Model Fits, Bias and Variance
Now let's talk about model fits and bias and variance. In case your model has poor performance, it could be for various reasons, so you need to look at what's called its fit.
Types of Model Fits
Overfitting
This is when your model is performing very well on the training data, but it doesn't perform well on the evaluation data.
Here's an example of overfitting,
where we have a lot of points and we just have a line that links all these points. Of course, this is going to work great on the training data because we are always predicting the point itself. But when we look at new data, which is not part of the training dataset, it is 100% sure that it will fall outside of this line. Therefore, we are overfitting - we're trying too hard to reduce the error on the training data.
In Summary:
- Performs well on the training data
- Does not perform well on evaluation data
Underfitting
On the opposite end, you have underfitting. Underfitting is when the model is performing very poorly on the training data.
For example, on these data points,
we have a horizontal line. This is a very bad model. It doesn't look at all like what the data is shaped like. This could be a problem of having a model that's too simple or you have very poor data features.
In Summary:
- Model performs poorly on training data
- Could be a problem of having a model too simple or poor data feature
Balanced
What you're striving for is balanced. Balanced is neither overfitting nor underfitting.
This is a very balanced model. Of course, you have some error based on training data, but it looks like you are following closely the trend of your data.
Remember: overfitting, underfitting, and balanced for the exam.
Bias and Variance
What is Bias?
Bias is the difference or the error between the predicted value and the actual value.
Bias occurs normally because we can make, for example, the wrong choice in the machine learning process, but you always have some bias.
Here, for example, let's take our datasets,
and we have a horizontal line to predict the data points. Obviously, it's a very bad choice, and so we are going to have a very high bias (error or difference) because the model doesn't closely match the training data.
This can happen, for example, when you have a linear regression, but your dataset is non-linear - meaning that it doesn't follow a straight line type of trend. This is considered as underfitting when you have a very high bias.
Some people like a visualization where you have like a circle,
and this is like, imagine a dart board, and you're good if you hit the truth. The truth is in the center. If you have high bias, basically, you're going to be far from the truth every time, and so your data points are going to be away from the center. This is high bias.
How do we reduce the bias?
- Improve the model - maybe use a more complex model that will fit better our datasets
- Increase the number of features in case our data is not prepared well enough, and therefore, we need new features to predict and have a good machine learning model.
What is Variance?
Variance represents how much the performance of a model will change if it's trained on a different dataset which has a similar distribution.
So let me explain:
If we take a dataset and we have something that is overfitting,
we are going to try to match every single point, then as soon as we change the training data, our model is going to change a lot. It's going to be very sensitive to changes.
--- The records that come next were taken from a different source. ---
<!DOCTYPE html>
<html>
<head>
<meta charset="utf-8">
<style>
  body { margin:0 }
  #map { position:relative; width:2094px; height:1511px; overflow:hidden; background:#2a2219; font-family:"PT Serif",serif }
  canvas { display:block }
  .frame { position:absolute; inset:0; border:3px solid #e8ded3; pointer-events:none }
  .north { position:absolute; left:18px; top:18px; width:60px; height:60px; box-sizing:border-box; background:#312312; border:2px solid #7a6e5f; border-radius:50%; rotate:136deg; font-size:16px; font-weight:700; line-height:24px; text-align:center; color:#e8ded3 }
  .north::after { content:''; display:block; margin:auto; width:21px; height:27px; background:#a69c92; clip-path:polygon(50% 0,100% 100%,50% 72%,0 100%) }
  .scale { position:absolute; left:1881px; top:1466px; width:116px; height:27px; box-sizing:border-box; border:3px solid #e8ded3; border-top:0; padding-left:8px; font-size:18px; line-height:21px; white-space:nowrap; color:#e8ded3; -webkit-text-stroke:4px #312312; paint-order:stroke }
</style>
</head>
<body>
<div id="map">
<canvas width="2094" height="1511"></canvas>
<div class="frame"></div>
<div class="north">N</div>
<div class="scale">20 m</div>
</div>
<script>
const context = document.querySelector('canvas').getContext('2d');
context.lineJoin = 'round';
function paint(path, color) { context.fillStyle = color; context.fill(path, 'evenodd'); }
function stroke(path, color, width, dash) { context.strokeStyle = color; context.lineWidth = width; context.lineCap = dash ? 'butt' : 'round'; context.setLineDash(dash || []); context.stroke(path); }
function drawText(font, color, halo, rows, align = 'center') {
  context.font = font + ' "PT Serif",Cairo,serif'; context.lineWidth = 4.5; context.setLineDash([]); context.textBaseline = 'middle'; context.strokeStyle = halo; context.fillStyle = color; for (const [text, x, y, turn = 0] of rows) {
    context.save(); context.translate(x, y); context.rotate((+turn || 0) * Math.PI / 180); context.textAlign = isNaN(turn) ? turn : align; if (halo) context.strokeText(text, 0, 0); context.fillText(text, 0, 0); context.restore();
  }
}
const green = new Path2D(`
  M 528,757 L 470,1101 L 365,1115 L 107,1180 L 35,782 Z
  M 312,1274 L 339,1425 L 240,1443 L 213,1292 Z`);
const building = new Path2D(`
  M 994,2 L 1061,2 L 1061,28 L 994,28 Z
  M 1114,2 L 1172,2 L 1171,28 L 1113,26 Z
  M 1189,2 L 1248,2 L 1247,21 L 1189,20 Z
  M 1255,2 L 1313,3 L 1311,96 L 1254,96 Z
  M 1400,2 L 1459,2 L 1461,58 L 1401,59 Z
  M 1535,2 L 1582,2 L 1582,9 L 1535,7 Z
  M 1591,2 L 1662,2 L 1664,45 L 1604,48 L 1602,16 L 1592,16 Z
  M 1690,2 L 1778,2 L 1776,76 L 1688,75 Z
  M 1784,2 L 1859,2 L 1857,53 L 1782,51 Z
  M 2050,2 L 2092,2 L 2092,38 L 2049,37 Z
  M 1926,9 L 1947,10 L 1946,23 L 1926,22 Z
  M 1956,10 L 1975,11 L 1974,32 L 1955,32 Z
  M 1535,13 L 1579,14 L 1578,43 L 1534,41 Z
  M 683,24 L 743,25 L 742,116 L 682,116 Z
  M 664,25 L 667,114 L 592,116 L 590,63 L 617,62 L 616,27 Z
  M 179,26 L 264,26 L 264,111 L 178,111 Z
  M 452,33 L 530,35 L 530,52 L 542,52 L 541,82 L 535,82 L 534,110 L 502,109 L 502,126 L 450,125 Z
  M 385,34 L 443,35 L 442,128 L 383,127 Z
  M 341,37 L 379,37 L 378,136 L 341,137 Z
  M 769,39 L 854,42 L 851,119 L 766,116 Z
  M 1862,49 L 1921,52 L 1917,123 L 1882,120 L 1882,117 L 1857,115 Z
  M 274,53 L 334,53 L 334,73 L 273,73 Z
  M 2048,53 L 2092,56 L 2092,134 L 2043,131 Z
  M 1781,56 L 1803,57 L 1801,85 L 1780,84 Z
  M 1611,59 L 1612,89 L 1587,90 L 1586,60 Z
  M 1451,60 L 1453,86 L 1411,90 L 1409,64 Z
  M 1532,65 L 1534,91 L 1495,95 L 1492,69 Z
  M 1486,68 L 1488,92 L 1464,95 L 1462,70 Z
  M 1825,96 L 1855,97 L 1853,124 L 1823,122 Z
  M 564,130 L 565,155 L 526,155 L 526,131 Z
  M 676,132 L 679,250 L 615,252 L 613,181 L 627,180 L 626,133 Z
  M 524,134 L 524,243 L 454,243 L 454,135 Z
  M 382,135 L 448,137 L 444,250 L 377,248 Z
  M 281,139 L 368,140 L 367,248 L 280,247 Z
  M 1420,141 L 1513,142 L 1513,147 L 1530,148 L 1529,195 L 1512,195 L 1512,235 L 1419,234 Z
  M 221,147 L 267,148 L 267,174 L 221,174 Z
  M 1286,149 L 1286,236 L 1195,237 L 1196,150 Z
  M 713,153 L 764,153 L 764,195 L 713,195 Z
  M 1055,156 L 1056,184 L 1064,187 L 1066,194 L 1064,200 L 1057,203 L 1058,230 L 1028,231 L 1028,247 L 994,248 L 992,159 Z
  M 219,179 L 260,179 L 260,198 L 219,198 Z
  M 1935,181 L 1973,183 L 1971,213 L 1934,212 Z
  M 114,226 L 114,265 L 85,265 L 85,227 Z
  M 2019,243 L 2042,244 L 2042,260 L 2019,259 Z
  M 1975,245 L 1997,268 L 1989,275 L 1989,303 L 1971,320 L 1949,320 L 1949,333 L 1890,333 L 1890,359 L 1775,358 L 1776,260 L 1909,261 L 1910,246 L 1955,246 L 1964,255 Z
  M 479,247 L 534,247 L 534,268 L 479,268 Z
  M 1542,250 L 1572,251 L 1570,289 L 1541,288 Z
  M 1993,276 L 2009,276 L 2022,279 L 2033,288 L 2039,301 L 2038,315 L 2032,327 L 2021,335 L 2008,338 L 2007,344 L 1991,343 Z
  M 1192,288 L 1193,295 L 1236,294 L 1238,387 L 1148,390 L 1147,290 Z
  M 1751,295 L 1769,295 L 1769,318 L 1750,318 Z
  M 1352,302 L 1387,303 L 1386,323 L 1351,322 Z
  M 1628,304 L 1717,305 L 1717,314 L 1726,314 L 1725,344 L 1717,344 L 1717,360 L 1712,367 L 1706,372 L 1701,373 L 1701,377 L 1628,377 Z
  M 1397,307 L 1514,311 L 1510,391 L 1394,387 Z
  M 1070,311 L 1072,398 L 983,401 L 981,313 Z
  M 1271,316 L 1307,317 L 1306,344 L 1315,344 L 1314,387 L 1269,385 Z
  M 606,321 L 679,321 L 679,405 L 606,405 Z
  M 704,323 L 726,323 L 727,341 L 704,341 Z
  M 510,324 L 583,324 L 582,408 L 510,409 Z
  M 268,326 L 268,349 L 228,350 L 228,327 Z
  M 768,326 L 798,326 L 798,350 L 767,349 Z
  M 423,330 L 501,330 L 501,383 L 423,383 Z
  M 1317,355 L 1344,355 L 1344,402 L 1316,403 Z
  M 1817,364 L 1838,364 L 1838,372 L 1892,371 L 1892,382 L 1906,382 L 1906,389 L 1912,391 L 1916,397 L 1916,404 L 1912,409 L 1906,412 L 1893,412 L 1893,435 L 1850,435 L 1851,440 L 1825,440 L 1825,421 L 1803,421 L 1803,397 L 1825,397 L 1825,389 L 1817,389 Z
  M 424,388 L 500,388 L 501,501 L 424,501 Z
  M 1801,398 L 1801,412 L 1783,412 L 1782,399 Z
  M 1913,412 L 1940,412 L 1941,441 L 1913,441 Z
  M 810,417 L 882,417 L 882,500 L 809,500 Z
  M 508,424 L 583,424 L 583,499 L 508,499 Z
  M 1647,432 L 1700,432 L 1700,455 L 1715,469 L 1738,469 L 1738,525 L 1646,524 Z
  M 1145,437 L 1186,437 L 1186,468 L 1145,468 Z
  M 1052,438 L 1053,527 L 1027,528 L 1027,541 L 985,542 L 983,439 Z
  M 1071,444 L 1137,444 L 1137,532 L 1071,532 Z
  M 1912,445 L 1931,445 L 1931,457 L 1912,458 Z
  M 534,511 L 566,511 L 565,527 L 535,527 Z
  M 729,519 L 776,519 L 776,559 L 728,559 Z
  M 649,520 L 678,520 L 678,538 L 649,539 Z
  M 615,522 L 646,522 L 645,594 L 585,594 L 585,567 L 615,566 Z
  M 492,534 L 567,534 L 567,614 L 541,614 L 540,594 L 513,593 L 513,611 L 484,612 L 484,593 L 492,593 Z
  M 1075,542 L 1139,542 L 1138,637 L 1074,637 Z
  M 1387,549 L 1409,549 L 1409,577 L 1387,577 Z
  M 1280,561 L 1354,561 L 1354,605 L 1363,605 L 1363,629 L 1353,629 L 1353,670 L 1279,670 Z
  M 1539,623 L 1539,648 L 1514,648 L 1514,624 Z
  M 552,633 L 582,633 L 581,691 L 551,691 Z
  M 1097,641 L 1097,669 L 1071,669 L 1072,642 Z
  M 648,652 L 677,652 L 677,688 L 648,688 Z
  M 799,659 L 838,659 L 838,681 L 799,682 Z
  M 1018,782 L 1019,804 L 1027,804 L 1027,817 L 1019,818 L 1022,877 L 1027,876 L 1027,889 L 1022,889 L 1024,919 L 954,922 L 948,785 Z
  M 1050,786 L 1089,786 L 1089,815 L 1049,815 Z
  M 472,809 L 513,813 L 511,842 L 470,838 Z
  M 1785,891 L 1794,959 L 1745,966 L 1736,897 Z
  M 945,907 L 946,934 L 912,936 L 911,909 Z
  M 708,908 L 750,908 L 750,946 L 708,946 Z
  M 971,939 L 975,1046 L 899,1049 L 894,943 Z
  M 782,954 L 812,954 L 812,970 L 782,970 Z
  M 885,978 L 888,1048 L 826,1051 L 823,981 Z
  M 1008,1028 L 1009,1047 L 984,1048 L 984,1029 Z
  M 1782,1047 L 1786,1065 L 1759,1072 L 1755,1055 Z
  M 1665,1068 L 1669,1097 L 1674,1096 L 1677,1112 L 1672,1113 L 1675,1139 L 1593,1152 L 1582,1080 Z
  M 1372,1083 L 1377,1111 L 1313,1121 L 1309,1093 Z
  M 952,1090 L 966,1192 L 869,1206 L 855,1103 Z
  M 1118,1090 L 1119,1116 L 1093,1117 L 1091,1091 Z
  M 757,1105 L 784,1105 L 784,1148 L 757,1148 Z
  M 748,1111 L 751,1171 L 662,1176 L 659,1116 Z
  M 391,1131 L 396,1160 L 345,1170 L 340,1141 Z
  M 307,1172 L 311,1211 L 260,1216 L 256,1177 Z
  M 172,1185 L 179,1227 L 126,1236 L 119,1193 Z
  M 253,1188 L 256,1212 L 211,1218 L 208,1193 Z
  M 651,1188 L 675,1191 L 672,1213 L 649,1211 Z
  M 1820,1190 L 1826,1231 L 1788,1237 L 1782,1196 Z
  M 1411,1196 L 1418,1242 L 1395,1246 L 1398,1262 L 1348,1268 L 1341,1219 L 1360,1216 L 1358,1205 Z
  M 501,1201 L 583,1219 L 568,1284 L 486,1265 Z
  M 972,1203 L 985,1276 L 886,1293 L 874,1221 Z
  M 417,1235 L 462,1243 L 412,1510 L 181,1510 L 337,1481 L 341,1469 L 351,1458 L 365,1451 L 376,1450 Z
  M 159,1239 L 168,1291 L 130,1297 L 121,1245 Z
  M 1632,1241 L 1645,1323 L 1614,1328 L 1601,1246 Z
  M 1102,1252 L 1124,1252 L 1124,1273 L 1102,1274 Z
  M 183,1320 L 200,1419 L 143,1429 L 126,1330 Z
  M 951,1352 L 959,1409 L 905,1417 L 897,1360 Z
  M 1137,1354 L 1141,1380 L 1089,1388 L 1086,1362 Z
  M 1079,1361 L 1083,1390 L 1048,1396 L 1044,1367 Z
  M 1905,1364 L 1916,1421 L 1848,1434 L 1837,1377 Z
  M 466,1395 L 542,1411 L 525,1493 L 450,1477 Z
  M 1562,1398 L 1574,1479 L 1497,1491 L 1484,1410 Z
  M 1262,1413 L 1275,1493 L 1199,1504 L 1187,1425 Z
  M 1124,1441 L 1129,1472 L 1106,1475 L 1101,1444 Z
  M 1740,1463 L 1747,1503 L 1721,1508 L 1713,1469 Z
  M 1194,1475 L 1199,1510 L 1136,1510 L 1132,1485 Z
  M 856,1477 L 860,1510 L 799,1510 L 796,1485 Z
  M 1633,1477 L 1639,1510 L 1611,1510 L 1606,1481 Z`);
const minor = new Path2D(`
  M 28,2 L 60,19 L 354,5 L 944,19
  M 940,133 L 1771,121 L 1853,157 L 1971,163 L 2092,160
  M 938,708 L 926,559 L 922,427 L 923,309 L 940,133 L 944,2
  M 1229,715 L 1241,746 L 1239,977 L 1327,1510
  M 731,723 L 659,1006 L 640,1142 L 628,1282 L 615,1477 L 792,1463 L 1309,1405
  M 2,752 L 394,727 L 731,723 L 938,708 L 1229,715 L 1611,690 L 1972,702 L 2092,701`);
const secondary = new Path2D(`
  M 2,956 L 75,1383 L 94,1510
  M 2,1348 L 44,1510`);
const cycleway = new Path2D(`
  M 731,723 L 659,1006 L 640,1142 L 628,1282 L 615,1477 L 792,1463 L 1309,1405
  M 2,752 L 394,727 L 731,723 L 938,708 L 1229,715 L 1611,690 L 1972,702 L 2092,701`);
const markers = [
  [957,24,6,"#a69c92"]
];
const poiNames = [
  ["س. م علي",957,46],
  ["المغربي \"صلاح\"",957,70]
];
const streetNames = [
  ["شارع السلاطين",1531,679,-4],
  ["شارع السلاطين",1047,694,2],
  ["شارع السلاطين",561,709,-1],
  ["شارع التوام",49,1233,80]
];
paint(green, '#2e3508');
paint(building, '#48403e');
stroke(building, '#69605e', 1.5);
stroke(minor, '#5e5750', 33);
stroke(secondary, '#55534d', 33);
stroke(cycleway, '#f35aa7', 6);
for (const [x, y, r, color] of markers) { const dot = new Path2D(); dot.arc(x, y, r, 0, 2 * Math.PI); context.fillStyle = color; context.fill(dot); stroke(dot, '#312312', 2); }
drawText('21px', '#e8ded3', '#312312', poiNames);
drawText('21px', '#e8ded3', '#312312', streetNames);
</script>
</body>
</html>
When you're overfitting, you're performing well on training data, but poorly on unseen test data, and therefore, you have very, very high variance.
When you have high variance, that means that your data is all over the place (See the image below).
It could be centered, like on average, things converge to the center, could be a low bias (low error), but you have a lot of variance because if you change your model, then things will change.
How do you reduce the variance?
- Consider fewer features - only consider the more important features
- Split the data into multiple sets into training and test data multiple times
Summary of Relationships
Overfitting
- High variance
- If we change the input dataset, our model is going to change completely
Underfitting
- High bias
- Our model is not good - we have a lot of error on prediction of every one of these data points
Balanced
- Low bias, low variance
- Of course, you're going to have some variance because if you change your training dataset, your model is going to change, but hopefully, only slightly
- You're going to have low bias and some bias because your model is never perfect - you can't predict everything 100% of the time
- We want to have a balance between bias and variance
Bias-Variance Matrix Visualization
There's another type of visualization you can have to understand those. This is a matrix of low variance, high variance, as well as high bias and low bias:
-
Low Bias + Low Variance = Balanced (what we want)
- All your data points are going to be in the center with low variance
- All of them are going to be very well-centered
-
High Bias + Low Variance = Underfitting
- Your data is wrong on average, but your model doesn't really change if you change your training datasets
-
Low Bias + High Variance = Overfitting
- If you change your training dataset, your model is going to change tremendously
-
High Bias + High Variance = Poor Model
- You just don't have a good model and you don't want to use it anyway
Understanding what is bias and what is variance, as well as underfitting, overfitting, and balanced is going to be very important from an exam perspective.